**Task details**
Transcribe the entries exactly. Omit the pictures.

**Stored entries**
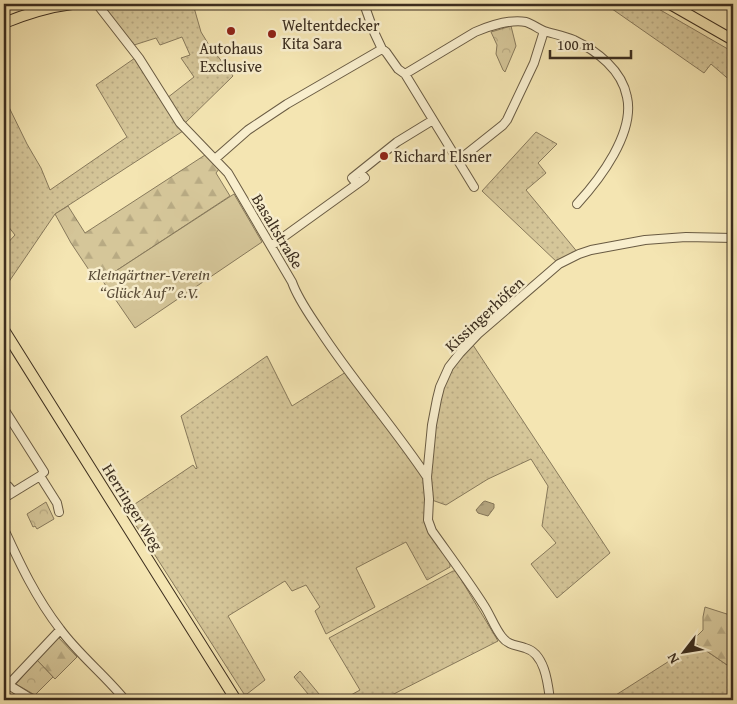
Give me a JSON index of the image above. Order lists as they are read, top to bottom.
{
  "streets": {
    "main road": ["Herringer Weg"],
    "street": ["Basaltstraße", "Kissingerhöfen"]
  },
  "crossings": [
    ["Basaltstraße", "Kissingerhöfen"]
  ],
  "parks": ["Kleingärtner-Verein “Glück Auf” e.V."],
  "places": ["Autohaus Exclusive", "Weltentdecker Kita Sara", "Richard Elsner"],
  "scale_bar": "100 m",
  "north": "bottom left"
}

**Result of the task**
Give me a JSON index of the image above. Order lists as they are read, top to bottom.
{
  "streets": {
    "main road": ["Herringer Weg"],
    "street": ["Basaltstraße", "Kissingerhöfen"]
  },
  "crossings": [
    ["Basaltstraße", "Kissingerhöfen"]
  ],
  "parks": ["Kleingärtner-Verein “Glück Auf” e.V."],
  "places": ["Autohaus Exclusive", "Weltentdecker Kita Sara", "Richard Elsner"],
  "scale_bar": "100 m",
  "north": "bottom left"
}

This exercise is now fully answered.